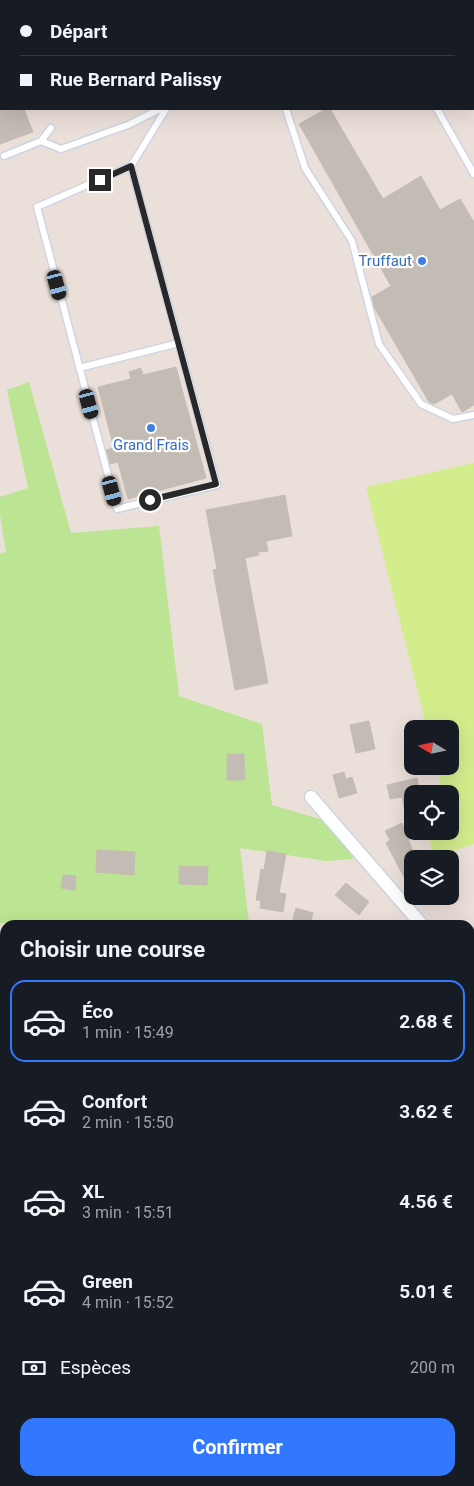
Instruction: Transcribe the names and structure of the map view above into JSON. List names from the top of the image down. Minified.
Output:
{"places":["Truffaut","Grand Frais"],"north":"left","page":{"banner":["Départ","Rue Bernard Palissy"],"heading":"Choisir une course","list":[{"name":"Éco","note":"1 min · 15:49","value":"2.68 €"},{"name":"Confort","note":"2 min · 15:50","value":"3.62 €"},{"name":"XL","note":"3 min · 15:51","value":"4.56 €"},{"name":"Green","note":"4 min · 15:52","value":"5.01 €"}],"pay":["Espèces","200 m"],"buttons":"Confirmer"}}
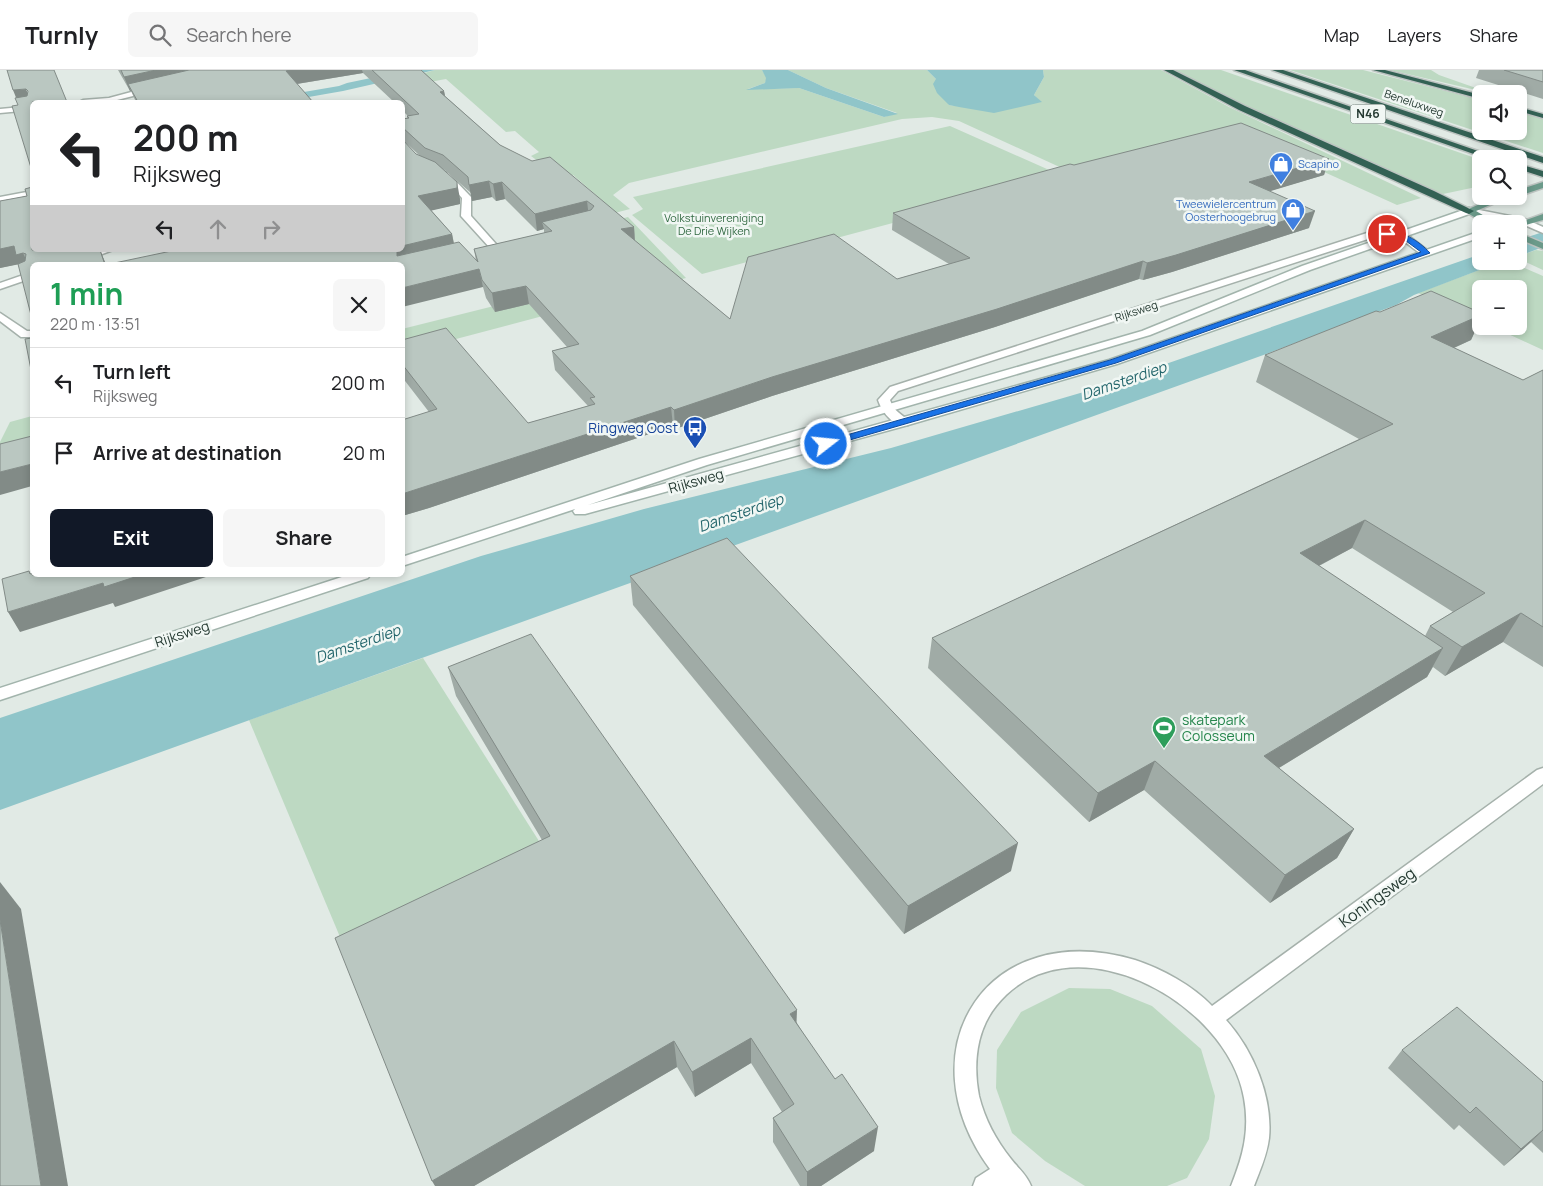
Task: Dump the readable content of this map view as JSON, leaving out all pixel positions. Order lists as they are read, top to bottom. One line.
{"streets":{"highway":["Beneluxweg","N46"],"main road":["Rijksweg","Koningsweg"]},"water":["Damsterdiep"],"parks":["Volkstuinvereniging De Drie Wijken"],"places":{"shop":["Scapino","Tweewielercentrum Oosterhoogebrug"],"bus stop":["Ringweg Oost"],"sports":["skatepark Colosseum"]},"page":{"header":"Turnly","search":"Search here","nav":["Map","Layers","Share"],"map_buttons":["+","−"],"turn":["200 m","Rijksweg"],"heading":["1 min","220 m · 13:51"],"list":[{"name":"Turn left","note":"Rijksweg","value":"200 m"},{"name":"Arrive at destination","value":"20 m"}],"buttons":["Exit","Share"]}}
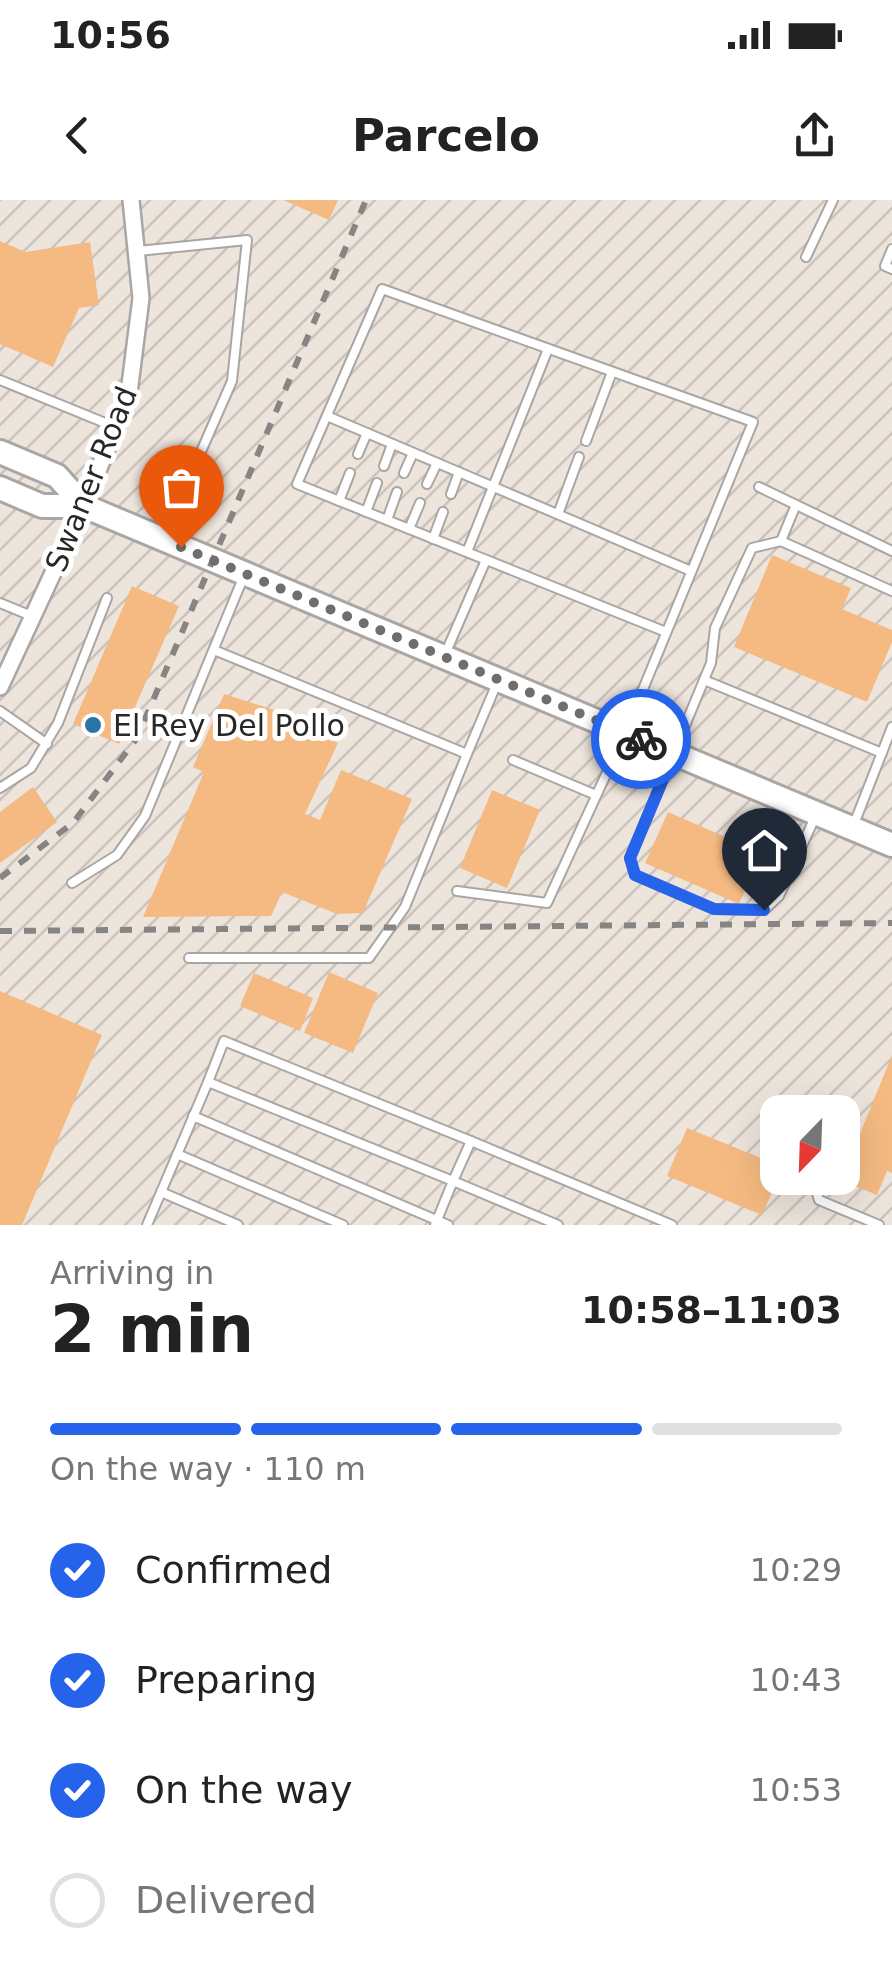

+===+

> _Activity_:
Repeat every line above exactly, but omit all images.

> _Exercise response_:
Instruction: Transcribe the names and structure of the map view above into JSON. List names from the top of the image down. Minified.
Output:
{"places":["Truffaut","Grand Frais"],"north":"left","page":{"banner":["Départ","Rue Bernard Palissy"],"heading":"Choisir une course","list":[{"name":"Éco","note":"1 min · 15:49","value":"2.68 €"},{"name":"Confort","note":"2 min · 15:50","value":"3.62 €"},{"name":"XL","note":"3 min · 15:51","value":"4.56 €"},{"name":"Green","note":"4 min · 15:52","value":"5.01 €"}],"pay":["Espèces","200 m"],"buttons":"Confirmer"}}
Task: Dump the readable content of this map view as JSON, leaving out all pixel positions. Order lists as they are read, top to bottom. One line.
{"streets":{"highway":["Beneluxweg","N46"],"main road":["Rijksweg","Koningsweg"]},"water":["Damsterdiep"],"parks":["Volkstuinvereniging De Drie Wijken"],"places":{"shop":["Scapino","Tweewielercentrum Oosterhoogebrug"],"bus stop":["Ringweg Oost"],"sports":["skatepark Colosseum"]},"page":{"header":"Turnly","search":"Search here","nav":["Map","Layers","Share"],"map_buttons":["+","−"],"turn":["200 m","Rijksweg"],"heading":["1 min","220 m · 13:51"],"list":[{"name":"Turn left","note":"Rijksweg","value":"200 m"},{"name":"Arrive at destination","value":"20 m"}],"buttons":["Exit","Share"]}}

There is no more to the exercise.